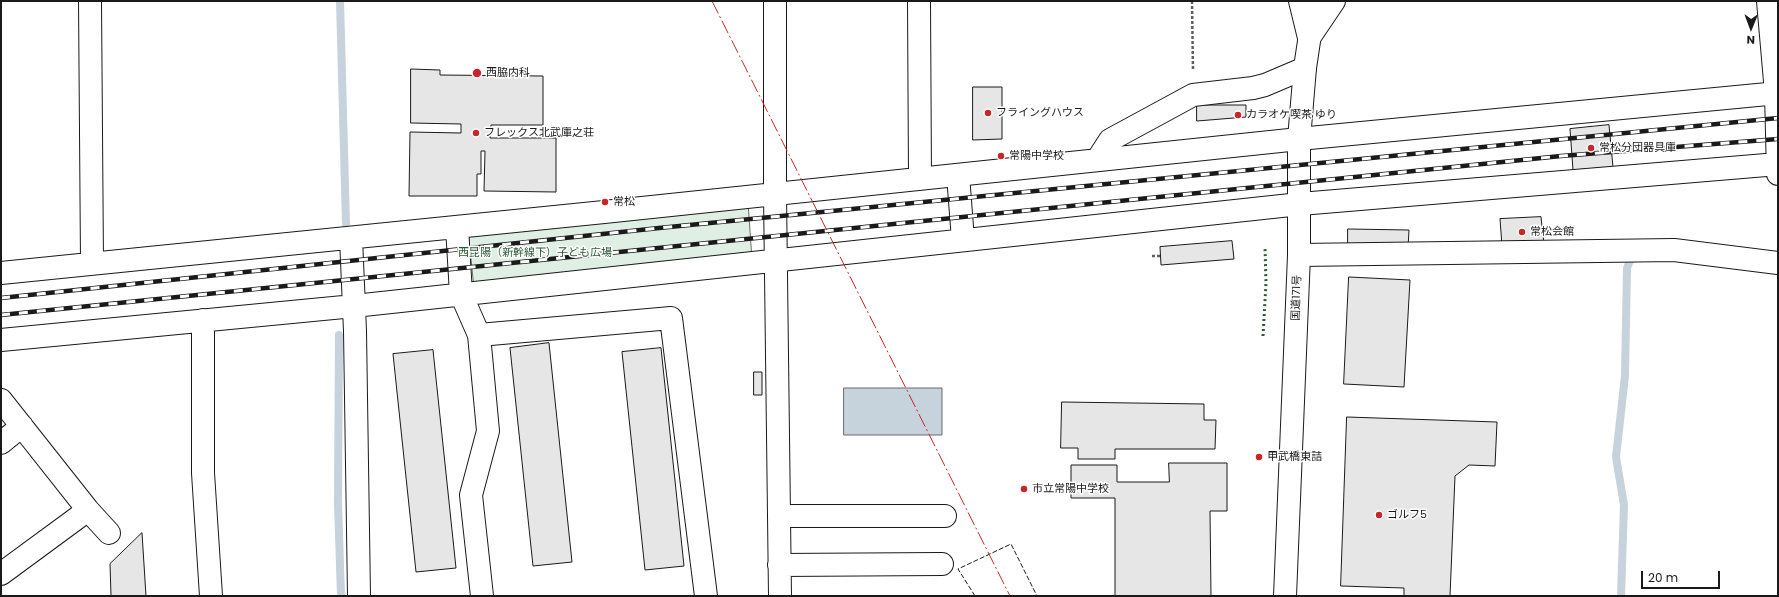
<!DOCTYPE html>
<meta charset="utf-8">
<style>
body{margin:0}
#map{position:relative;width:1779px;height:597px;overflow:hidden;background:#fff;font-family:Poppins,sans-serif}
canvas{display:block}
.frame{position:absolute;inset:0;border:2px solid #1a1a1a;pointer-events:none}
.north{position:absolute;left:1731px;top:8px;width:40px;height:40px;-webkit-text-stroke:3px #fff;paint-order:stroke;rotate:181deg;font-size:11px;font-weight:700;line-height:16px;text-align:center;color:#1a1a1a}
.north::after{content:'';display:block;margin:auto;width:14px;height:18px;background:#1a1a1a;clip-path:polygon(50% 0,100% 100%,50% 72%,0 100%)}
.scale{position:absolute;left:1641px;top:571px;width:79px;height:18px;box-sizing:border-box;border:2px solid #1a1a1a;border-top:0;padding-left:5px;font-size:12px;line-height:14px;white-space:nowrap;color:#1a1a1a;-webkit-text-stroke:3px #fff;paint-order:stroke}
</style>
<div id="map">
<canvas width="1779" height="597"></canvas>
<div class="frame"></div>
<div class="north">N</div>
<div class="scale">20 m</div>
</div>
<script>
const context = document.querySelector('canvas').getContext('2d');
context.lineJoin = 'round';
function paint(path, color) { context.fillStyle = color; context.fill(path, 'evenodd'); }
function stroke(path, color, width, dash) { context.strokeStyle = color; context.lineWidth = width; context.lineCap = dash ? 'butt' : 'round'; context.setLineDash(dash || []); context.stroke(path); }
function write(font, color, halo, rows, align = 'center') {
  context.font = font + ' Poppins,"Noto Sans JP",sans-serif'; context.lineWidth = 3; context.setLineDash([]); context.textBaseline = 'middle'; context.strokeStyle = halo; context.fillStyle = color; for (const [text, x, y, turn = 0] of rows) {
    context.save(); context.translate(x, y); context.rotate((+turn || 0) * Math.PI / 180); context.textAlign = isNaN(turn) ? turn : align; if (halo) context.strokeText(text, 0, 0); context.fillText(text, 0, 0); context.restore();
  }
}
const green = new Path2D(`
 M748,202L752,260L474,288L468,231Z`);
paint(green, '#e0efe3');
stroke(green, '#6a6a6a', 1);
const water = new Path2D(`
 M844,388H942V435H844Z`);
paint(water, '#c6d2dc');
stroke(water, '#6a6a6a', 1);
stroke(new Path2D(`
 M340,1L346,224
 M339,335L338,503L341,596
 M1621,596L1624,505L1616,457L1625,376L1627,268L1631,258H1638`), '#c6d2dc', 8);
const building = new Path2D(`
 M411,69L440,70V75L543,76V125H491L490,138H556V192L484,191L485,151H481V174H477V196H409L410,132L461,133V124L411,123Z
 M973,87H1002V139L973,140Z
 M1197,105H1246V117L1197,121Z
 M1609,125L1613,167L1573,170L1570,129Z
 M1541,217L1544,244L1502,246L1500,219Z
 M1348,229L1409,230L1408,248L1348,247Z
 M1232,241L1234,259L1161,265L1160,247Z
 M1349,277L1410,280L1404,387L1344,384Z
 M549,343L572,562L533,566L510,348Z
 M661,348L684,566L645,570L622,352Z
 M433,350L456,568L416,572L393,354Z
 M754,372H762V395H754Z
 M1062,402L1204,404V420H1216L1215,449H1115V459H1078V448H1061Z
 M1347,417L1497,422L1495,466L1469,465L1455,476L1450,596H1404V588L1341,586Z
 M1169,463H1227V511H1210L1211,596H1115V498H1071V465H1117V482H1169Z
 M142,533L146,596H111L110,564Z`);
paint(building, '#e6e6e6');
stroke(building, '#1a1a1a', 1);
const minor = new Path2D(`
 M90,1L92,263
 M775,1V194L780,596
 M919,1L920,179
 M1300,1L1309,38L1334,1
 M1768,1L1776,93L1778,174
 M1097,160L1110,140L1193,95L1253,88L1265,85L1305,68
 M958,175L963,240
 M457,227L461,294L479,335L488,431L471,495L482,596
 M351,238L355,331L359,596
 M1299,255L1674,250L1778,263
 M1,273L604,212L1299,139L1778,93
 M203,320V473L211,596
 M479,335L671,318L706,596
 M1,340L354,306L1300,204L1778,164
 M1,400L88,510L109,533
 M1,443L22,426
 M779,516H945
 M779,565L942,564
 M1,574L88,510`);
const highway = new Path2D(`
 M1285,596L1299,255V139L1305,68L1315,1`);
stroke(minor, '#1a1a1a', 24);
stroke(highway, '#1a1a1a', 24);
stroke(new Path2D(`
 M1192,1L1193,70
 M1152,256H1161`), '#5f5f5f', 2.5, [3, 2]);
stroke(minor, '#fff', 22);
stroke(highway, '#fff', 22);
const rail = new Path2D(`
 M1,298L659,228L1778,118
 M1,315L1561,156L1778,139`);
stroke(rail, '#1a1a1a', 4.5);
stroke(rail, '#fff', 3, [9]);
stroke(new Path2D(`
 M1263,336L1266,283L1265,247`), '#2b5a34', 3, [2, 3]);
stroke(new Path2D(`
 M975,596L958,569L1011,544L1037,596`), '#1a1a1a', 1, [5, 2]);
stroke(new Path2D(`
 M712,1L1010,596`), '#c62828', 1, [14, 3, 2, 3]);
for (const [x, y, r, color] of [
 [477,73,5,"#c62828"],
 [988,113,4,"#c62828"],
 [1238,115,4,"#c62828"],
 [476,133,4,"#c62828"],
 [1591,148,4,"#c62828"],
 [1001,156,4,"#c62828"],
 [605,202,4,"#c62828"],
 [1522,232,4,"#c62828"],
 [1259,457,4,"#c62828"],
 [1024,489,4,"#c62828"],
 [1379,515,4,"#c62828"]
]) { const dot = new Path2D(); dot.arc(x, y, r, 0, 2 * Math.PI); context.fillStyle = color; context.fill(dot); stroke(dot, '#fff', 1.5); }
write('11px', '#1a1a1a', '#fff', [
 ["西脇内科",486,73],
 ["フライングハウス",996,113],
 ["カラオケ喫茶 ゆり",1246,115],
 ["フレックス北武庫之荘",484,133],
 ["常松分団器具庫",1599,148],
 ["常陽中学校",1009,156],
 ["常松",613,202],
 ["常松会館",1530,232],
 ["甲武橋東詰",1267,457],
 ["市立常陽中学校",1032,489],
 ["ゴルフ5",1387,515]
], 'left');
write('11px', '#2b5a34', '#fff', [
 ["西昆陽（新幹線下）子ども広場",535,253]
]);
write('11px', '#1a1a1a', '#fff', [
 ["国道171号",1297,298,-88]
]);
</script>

---

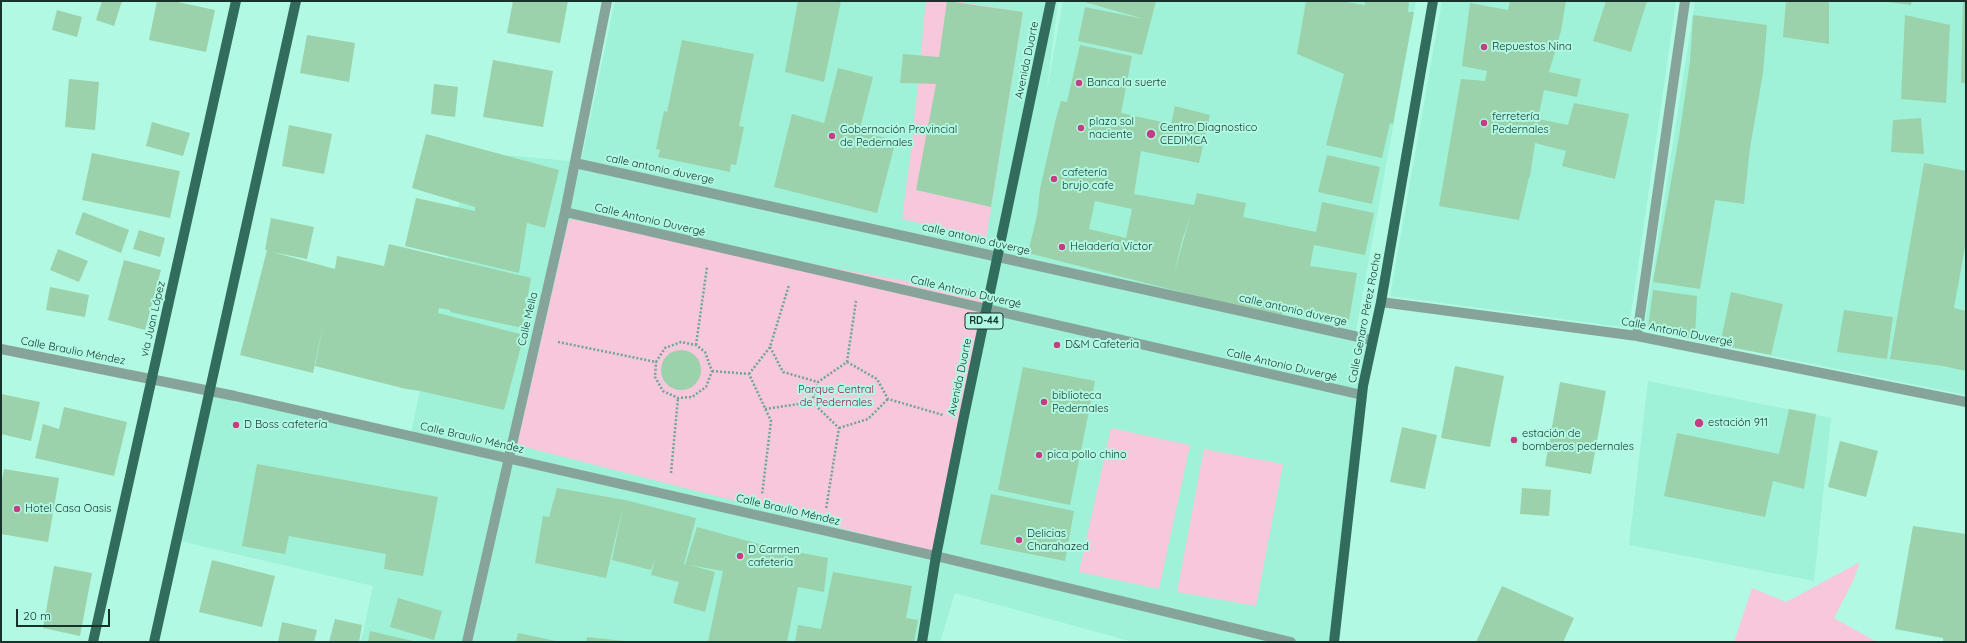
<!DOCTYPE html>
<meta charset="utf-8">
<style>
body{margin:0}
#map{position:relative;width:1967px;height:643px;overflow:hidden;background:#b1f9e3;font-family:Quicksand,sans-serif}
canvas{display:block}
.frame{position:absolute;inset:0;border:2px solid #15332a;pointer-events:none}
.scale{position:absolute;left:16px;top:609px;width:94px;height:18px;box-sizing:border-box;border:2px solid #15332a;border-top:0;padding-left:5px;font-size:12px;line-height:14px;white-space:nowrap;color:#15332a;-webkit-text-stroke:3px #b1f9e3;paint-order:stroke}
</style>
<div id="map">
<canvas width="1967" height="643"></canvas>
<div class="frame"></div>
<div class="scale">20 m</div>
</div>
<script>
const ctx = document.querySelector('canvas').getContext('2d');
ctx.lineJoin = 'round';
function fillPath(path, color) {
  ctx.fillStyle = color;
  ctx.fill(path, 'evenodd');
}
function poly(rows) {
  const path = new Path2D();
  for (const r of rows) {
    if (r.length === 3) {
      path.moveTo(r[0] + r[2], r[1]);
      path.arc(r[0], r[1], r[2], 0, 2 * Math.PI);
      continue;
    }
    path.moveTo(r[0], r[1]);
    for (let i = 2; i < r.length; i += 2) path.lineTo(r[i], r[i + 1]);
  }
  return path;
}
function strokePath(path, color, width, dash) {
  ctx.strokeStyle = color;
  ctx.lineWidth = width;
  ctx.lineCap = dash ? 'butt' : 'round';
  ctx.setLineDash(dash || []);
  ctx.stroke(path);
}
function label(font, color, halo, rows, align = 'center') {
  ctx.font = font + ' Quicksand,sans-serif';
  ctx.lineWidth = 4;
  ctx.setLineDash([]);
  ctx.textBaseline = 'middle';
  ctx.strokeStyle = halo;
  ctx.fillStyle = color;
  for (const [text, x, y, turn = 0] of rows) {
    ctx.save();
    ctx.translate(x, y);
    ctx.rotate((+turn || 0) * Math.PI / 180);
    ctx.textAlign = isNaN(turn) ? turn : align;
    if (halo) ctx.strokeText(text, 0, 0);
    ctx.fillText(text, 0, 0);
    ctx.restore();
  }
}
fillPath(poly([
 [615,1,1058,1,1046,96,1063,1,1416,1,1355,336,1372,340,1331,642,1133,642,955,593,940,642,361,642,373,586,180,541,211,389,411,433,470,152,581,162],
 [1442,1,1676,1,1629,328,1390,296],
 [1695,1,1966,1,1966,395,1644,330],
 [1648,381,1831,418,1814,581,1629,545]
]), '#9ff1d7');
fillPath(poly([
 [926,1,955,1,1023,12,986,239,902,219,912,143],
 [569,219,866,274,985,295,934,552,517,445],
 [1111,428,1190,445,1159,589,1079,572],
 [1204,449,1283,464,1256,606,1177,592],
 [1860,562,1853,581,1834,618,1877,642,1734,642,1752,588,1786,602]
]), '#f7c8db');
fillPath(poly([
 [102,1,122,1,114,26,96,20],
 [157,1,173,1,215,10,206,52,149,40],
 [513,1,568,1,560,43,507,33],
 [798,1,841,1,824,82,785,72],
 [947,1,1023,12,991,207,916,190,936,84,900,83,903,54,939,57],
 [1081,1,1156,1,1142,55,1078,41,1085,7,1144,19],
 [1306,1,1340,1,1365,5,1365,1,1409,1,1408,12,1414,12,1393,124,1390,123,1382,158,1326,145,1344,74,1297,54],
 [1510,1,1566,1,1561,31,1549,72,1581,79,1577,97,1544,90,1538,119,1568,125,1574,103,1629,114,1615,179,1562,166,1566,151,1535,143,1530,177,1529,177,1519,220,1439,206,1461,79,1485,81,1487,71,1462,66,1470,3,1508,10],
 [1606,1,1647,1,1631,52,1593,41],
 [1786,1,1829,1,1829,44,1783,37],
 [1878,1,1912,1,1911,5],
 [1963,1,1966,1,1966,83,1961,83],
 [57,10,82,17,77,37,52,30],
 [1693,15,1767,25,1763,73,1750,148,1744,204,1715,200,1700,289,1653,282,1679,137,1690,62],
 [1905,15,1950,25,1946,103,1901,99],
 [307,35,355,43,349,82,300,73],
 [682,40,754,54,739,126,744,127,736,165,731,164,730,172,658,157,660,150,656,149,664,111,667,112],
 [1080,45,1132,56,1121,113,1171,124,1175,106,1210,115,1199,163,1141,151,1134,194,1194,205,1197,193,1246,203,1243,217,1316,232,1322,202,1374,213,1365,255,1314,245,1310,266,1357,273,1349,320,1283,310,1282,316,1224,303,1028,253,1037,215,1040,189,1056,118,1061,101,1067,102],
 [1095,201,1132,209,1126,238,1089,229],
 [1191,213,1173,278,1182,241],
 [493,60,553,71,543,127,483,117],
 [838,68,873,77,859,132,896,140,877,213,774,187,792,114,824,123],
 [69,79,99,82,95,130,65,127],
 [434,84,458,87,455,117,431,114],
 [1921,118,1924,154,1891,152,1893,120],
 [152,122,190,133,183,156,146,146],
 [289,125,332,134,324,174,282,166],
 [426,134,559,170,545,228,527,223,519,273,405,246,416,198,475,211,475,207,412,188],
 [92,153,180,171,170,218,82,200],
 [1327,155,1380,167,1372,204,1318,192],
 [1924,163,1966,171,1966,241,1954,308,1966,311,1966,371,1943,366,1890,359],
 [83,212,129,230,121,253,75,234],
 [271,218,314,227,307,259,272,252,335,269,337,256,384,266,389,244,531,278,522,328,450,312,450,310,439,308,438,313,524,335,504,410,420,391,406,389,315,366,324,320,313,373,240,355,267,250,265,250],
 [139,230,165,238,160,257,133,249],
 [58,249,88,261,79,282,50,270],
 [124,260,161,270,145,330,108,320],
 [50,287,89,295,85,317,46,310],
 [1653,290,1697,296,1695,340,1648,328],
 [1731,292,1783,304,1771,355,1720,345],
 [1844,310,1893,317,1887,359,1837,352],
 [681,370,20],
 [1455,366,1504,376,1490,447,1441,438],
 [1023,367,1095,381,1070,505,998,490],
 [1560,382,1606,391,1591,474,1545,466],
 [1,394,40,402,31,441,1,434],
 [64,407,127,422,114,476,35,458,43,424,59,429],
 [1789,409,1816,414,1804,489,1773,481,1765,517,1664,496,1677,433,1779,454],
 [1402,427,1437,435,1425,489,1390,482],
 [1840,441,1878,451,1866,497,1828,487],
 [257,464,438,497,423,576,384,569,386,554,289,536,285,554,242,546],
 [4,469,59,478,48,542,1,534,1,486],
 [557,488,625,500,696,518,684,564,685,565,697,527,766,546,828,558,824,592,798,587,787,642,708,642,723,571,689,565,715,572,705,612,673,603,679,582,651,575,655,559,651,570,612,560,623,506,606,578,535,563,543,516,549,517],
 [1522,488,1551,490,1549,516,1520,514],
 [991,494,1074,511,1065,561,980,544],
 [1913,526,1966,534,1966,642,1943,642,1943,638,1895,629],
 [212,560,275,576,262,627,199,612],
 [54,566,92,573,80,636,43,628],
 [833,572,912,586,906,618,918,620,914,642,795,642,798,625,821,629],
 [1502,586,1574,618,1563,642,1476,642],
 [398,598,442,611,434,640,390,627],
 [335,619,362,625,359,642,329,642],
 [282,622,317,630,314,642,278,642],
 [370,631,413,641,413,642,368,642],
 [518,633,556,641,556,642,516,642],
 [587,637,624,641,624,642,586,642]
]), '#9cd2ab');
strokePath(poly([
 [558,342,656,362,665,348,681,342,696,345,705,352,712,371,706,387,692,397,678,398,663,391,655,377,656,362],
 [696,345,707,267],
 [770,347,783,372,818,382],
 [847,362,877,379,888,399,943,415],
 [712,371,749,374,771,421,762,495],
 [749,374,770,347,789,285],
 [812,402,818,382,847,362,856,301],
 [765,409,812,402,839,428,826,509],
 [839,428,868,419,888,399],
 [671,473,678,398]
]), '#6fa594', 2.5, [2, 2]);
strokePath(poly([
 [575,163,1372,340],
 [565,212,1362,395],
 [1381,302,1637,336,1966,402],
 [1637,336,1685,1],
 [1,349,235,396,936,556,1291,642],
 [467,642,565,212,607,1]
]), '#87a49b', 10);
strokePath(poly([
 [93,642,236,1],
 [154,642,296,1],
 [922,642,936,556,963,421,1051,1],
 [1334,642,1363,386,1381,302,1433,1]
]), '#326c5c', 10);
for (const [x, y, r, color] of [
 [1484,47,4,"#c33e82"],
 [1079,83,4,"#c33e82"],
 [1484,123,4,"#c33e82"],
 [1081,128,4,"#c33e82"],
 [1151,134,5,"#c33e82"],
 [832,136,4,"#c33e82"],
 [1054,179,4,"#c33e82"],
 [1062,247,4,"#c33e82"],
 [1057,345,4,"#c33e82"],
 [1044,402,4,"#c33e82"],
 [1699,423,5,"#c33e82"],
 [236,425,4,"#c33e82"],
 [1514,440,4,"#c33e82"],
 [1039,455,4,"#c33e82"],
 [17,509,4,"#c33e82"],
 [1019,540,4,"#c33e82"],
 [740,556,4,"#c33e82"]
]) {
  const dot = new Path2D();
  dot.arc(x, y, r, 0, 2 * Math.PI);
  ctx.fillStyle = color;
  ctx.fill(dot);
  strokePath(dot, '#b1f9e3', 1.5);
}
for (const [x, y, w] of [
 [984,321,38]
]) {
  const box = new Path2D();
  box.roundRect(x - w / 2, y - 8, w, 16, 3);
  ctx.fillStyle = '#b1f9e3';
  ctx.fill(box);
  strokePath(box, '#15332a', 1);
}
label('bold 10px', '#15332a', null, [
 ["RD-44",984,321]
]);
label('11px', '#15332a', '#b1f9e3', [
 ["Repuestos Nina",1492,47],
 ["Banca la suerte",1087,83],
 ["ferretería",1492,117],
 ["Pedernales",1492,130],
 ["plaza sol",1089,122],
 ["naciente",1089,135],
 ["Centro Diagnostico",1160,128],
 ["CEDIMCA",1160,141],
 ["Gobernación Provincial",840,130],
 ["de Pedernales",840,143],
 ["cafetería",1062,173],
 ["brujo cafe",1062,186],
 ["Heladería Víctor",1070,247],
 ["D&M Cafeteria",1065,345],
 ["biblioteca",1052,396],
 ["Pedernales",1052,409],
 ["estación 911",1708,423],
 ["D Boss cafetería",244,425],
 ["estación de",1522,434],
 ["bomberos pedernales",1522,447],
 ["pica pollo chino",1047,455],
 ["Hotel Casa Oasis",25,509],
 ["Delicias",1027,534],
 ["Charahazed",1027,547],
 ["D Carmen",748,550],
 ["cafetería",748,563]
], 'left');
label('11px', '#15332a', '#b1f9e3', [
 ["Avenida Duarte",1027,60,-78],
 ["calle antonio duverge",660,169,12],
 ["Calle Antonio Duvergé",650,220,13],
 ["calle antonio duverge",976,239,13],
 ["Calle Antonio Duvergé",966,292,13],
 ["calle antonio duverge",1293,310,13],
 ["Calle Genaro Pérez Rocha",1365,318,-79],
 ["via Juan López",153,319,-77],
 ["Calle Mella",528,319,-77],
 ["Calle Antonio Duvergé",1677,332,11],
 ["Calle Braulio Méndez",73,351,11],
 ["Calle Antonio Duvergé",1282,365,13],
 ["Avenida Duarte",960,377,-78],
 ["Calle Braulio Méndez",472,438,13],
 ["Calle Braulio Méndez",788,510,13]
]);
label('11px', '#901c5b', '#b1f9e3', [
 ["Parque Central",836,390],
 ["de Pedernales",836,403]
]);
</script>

- [Exercise requirements] Retype only this portion of the data above: the line containing "context = document.querySelector('canvas').getContext('2d');", the line containing "M1062,402L1204,404V420H1216L1215,449H1115V459H1078V448H1061Z", and all lines between them, exactly.

- [Answer section]
const context = document.querySelector('canvas').getContext('2d');
context.lineJoin = 'round';
function paint(path, color) { context.fillStyle = color; context.fill(path, 'evenodd'); }
function stroke(path, color, width, dash) { context.strokeStyle = color; context.lineWidth = width; context.lineCap = dash ? 'butt' : 'round'; context.setLineDash(dash || []); context.stroke(path); }
function write(font, color, halo, rows, align = 'center') {
  context.font = font + ' Poppins,"Noto Sans JP",sans-serif'; context.lineWidth = 3; context.setLineDash([]); context.textBaseline = 'middle'; context.strokeStyle = halo; context.fillStyle = color; for (const [text, x, y, turn = 0] of rows) {
    context.save(); context.translate(x, y); context.rotate((+turn || 0) * Math.PI / 180); context.textAlign = isNaN(turn) ? turn : align; if (halo) context.strokeText(text, 0, 0); context.fillText(text, 0, 0); context.restore();
  }
}
const green = new Path2D(`
 M748,202L752,260L474,288L468,231Z`);
paint(green, '#e0efe3');
stroke(green, '#6a6a6a', 1);
const water = new Path2D(`
 M844,388H942V435H844Z`);
paint(water, '#c6d2dc');
stroke(water, '#6a6a6a', 1);
stroke(new Path2D(`
 M340,1L346,224
 M339,335L338,503L341,596
 M1621,596L1624,505L1616,457L1625,376L1627,268L1631,258H1638`), '#c6d2dc', 8);
const building = new Path2D(`
 M411,69L440,70V75L543,76V125H491L490,138H556V192L484,191L485,151H481V174H477V196H409L410,132L461,133V124L411,123Z
 M973,87H1002V139L973,140Z
 M1197,105H1246V117L1197,121Z
 M1609,125L1613,167L1573,170L1570,129Z
 M1541,217L1544,244L1502,246L1500,219Z
 M1348,229L1409,230L1408,248L1348,247Z
 M1232,241L1234,259L1161,265L1160,247Z
 M1349,277L1410,280L1404,387L1344,384Z
 M549,343L572,562L533,566L510,348Z
 M661,348L684,566L645,570L622,352Z
 M433,350L456,568L416,572L393,354Z
 M754,372H762V395H754Z
 M1062,402L1204,404V420H1216L1215,449H1115V459H1078V448H1061Z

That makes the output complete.